Monday, 30 August 2021

Intel XeSS: Joining nVidia in Tensor-Accelerated TAAU

Back in May I wrote about the evolution of per-pixel rendering costs, expecting the imminent announcement of AMD's next generation temporal upscaling technique, offering a competitor to DLSS 2.x that would run on hardware from multiple vendors and even provide a fully open source option to inspect or even improve upon (if it wasn't a perfect match to one vendor's underlying hardware) the offered technology. That ended up not happening and FidelityFX Super Resolution, while an interesting alternative to more basic spatial upsampling, didn't quite match my hopes for some real competition to nVidia's RTX-only DLSS.

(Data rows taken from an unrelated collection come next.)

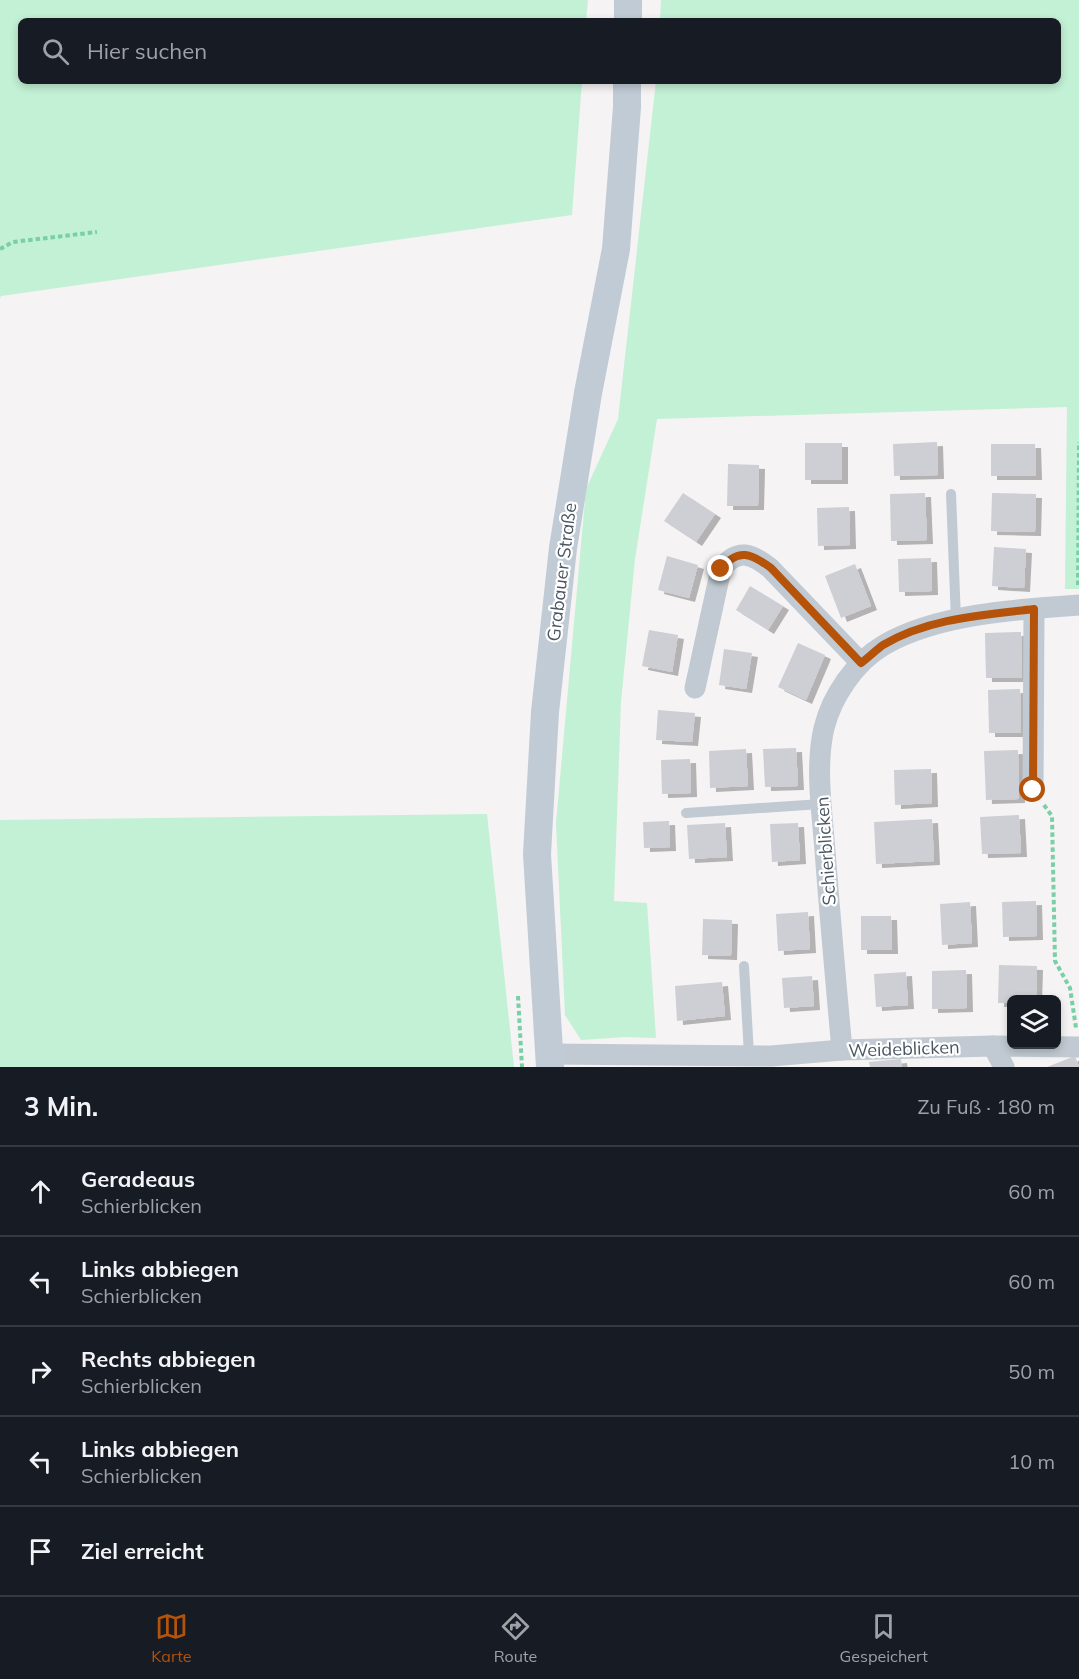 <!DOCTYPE html>
<html lang="de">
<meta charset="utf-8">
<style>
:root{--surface:#171b24;--page:#20242c;--text:#f1f3f6;--muted:#9ea1a6;--line:#363941;--accent:#b45309}
body{margin:0;font-family:Mulish,sans-serif;background:var(--page);color:var(--text)}
.controls{position:absolute;right:18px;bottom:18px;display:grid;overflow:hidden;border-radius:9px;box-shadow:0 3px 9px #0003}
.controls button{width:54px;height:54px;display:grid;place-items:center;padding:0;border:0;border-bottom:2px solid var(--line);background:var(--surface);color:var(--text);font:30px sans-serif}
.stop{position:absolute;width:18px;height:18px;margin:-14px;border:4px solid #b45309;border-radius:50%;background:#fff}
.stop.end{background:#b45309;border-color:#fff;box-shadow:0 2px 6px #0008}
.list{margin:0;padding:0;list-style:none}
h2{display:flex;justify-content:space-between;align-items:center;height:78px;margin:0;padding:0 24px;font-size:26px}
h2 small{font-size:20px;font-weight:400;color:var(--muted)}
.list li{display:grid;grid-template-columns:39px 1fr auto;gap:18px;align-items:center;box-sizing:border-box;height:90px;padding:0 24px;border-top:2px solid var(--line)}
.list b{display:block;font-size:22px;white-space:nowrap}
.list p{margin:0;font-size:20px;white-space:nowrap;color:var(--muted)}
.list em{font-size:20px;font-style:normal;color:var(--muted)}
.icon{flex:none;width:33px;height:33px;fill:none;stroke:currentColor;stroke-width:2;stroke-linecap:round;stroke-linejoin:round}
.map{position:relative;flex:none;width:1079px;height:1067px;overflow:hidden}
.search{position:absolute;background:var(--surface);box-shadow:0 3px 9px #0003;left:18px;right:18px;top:18px;height:66px;display:flex;align-items:center;gap:15px;box-sizing:border-box;padding:0 21px;border-radius:9px;color:var(--muted);font-size:22px}
.sheet{height:528px;background:var(--surface)}
nav{display:flex;justify-content:space-around;align-items:center;box-sizing:border-box;height:84px;border-top:2px solid var(--line);background:var(--surface);font-size:16px;color:var(--muted)}
nav a{display:grid;justify-items:center;gap:3px}
nav .on{color:var(--accent)}
.map>svg:first-child{display:block}
</style>
<div class="map">
<svg width="1079" height="1067" viewBox="0 0 1079 1067">
<defs>
<filter id="shadow"><feDropShadow dx="6" dy="4" stdDeviation="0" flood-color="#0004"/></filter>
</defs>
<rect width="100%" height="100%" fill="#f5f3f3"/>
<g fill="#c3f1d5">
<polygon points="0,0 588,0 586,21 21,21 21,81 582,81 572,215 1,296 0,298"/>
<polygon points="661,0 1079,0 1079,589 1065,589 1067,407 657,419 635,559 621,702 614,901 647,903 656,1038 625,1037 581,1040 565,1015 556,823 586,489 618,419 656,81 1058,81 1058,21 660,21"/>
<polygon points="487,814 514,1067 0,1067 0,820"/>
</g>
<g fill="#cdcfd5" filter="url(#shadow)">
<polygon points="937,442 938,475 894,476 893,444"/>
<rect x="805" y="443" width="37" height="37"/>
<polygon points="991,444 1035,444 1036,476 991,476"/>
<polygon points="728,464 759,465 758,506 727,506"/>
<polygon points="683,493 715,514 696,542 664,521"/>
<polygon points="925,493 927,540 891,541 890,494"/>
<polygon points="992,493 1036,494 1035,532 991,531"/>
<polygon points="849,507 850,545 818,546 817,508"/>
<polygon points="994,547 1026,549 1024,588 992,586"/>
<polygon points="667,556 698,565 689,598 658,590"/>
<polygon points="931,558 932,591 899,592 898,559"/>
<polygon points="855,564 871,606 841,618 825,576"/>
<polygon points="750,586 783,606 768,630 736,610"/>
<polygon points="649,630 678,635 672,672 642,666"/>
<polygon points="1021,632 1022,678 986,678 985,633"/>
<polygon points="798,643 825,655 806,700 778,687"/>
<polygon points="724,649 752,653 746,689 719,685"/>
<polygon points="1020,689 1021,733 989,733 988,690"/>
<polygon points="658,710 695,713 692,742 656,740"/>
<polygon points="796,748 798,786 765,787 763,749"/>
<polygon points="746,749 748,786 710,788 709,751"/>
<polygon points="1018,750 1019,799 986,800 984,751"/>
<polygon points="690,759 691,793 662,794 661,760"/>
<polygon points="931,769 932,803 895,805 894,770"/>
<polygon points="1019,815 1021,853 982,854 980,817"/>
<polygon points="932,819 934,861 876,864 874,822"/>
<polygon points="669,821 670,847 644,848 643,822"/>
<polygon points="725,823 727,857 689,859 687,825"/>
<polygon points="798,823 800,860 772,862 770,824"/>
<polygon points="1036,901 1037,936 1003,937 1002,902"/>
<polygon points="970,902 972,943 942,945 940,904"/>
<polygon points="808,912 810,949 778,951 776,914"/>
<polygon points="861,916 891,916 892,950 861,950"/>
<polygon points="703,919 732,920 731,956 702,955"/>
<polygon points="999,965 1037,966 1036,999 1012,999 1012,1003 998,1003"/>
<polygon points="966,970 967,1008 932,1009 932,971"/>
<polygon points="906,972 908,1005 876,1007 874,974"/>
<polygon points="812,976 814,1006 784,1008 782,978"/>
<polygon points="722,982 725,1016 677,1021 675,986"/>
<polygon points="1075,1056 1079,1067 1047,1067"/>
<polygon points="901,1059 902,1067 870,1067 869,1062"/>
</g>
<g fill="none" stroke-linecap="round" stroke-linejoin="round">
<g stroke="#7ad0a6" stroke-width="4" stroke-dasharray="4.5 3" stroke-linecap="butt">
<polyline points="0,249 13,242 97,232"/>
<polyline points="1078,585 1079,442"/>
<polyline points="1044,805 1052,816 1055,961 1070,988 1076,1028"/>
<polyline points="518,996 522,1067"/>
</g>
<g stroke="#c1cad2" stroke-width="10">
<polyline points="951,494 956,620"/>
<polyline points="686,813 821,804"/>
<polyline points="744,966 749,1055"/>
</g>
<g stroke="#c1cad2" stroke-width="21">
<path d="M695,688L721,569C738,547 752,554 770,568L861,663"/>
<polyline points="1033,790 1034,609"/>
<polyline points="993,1046 1004,1067"/>
<path d="M842,1050C836,984 830,917 825,851C822,811 815,767 824,728C832,696 855,662 884,645C937,614 1019,609 1079,605"/>
<polyline points="549,1054 771,1056 842,1050 993,1046 1079,1047"/>
</g>
<g stroke="#c1cbd6" stroke-width="28">
<polyline points="628,21 628,0"/>
<polyline points="550,1067 537,854 545,712 563,548 588,393 616,249 627,107 627,81"/>
</g>
</g>
<g fill="none" stroke-linecap="round" stroke-linejoin="round">
<path stroke="#b45309" stroke-width="8" d="M721,569C738,547 752,554 771,568L861,663C869,657 876,650 883,645C928,618 984,615 1034,609L1033,790"/>
</g>
<g text-anchor="middle" stroke-width="4.5" stroke-linejoin="round" paint-order="stroke">
<g font-size="18" fill="#4a5661" stroke="#fff">
<text transform="translate(562 572) rotate(-83)" y="6">Grabauer Straße</text>
<text transform="translate(826 851) rotate(-94)" y="6">Schierblicken</text>
<text transform="translate(904 1049) rotate(-2)" y="6">Weideblicken</text>
</g>
</g>
</svg>
<div class="controls">
<button><svg class="icon" aria-label="layers" viewBox="0 0 24 24"><path d="M12 4l9 5-9 5-9-5zM3 14l9 5 9-5"/></svg></button>
</div>
<div class="stop" style="left:1033px;top:790px"></div>
<div class="stop end" style="left:721px;top:569px"></div>
<div class="search"><svg class="icon" aria-label="search" viewBox="0 0 24 24"><circle cx="10" cy="10" r="6"/><path d="M15 15l6 6"/></svg>Hier suchen</div>
</div>
<section class="sheet">
<h2>3 Min.<small>Zu Fuß · 180 m</small></h2>
<ul class="list">
<li><svg class="icon" aria-label="ahead" viewBox="0 0 24 24"><path d="M12 20V5M6 11l6-6 6 6"/></svg><div><b>Geradeaus</b><p>Schierblicken</p></div><em>60 m</em></li>
<li><svg class="icon" aria-label="left" viewBox="0 0 24 24"><path d="M17 20v-9H6M10 6l-5 5 5 5"/></svg><div><b>Links abbiegen</b><p>Schierblicken</p></div><em>60 m</em></li>
<li><svg class="icon" aria-label="right" viewBox="0 0 24 24"><path d="M7 20v-9h11M14 6l5 5-5 5"/></svg><div><b>Rechts abbiegen</b><p>Schierblicken</p></div><em>50 m</em></li>
<li><svg class="icon" aria-label="left" viewBox="0 0 24 24"><path d="M17 20v-9H6M10 6l-5 5 5 5"/></svg><div><b>Links abbiegen</b><p>Schierblicken</p></div><em>10 m</em></li>
<li><svg class="icon" aria-label="arrive" viewBox="0 0 24 24"><path d="M6 21V4h12l-3 4 3 4H6"/></svg><div><b>Ziel erreicht</b></div></li>
</ul>
</section>
<nav>
<a class="on"><svg class="icon" aria-label="map" viewBox="0 0 24 24"><path d="M3 6l6-2 6 2 6-2v14l-6 2-6-2-6 2zM9 4v14M15 6v14"/></svg>Karte</a>
<a><svg class="icon" aria-label="directions" viewBox="0 0 24 24"><path d="M12 3l9 9-9 9-9-9zM9 14v-3h6M13 9l2 2-2 2"/></svg>Route</a>
<a><svg class="icon" aria-label="saved" viewBox="0 0 24 24"><path d="M7 4h10v16l-5-4-5 4z"/></svg>Gespeichert</a>
</nav>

I had started a draft post on implementing FidelityFX Super Resolution into your own engine but really, I'm not sure how much it adds. If you want to run a more expensive upscale to retain far more sharpness than bilinear (so not something where you're going to be also doing a blur afterwards) or you're already doing an expensive sharpening pass like FidelityFX CAS after an (optional) upscale pass then you absolutely should drop in FidelityFX Super Resolution any place where you'd otherwise be thinking about the value of Lanczos (because that's roughly what it is). As others have noted by now, this is already a choice players make because modern GPUs (when not doing upscale on the output monitor) implement this when setting the internal resolution lower than the output/native resolution of your system - I've often been quite happy running AAA titles at 1800p for a 4K screen (as long as the anti-aliasing was good) and FSR is an enhancement on that path (increasing quality with the option to composite the UI and any pixel-scale noise, like a film grain effect, at native res after the upscale).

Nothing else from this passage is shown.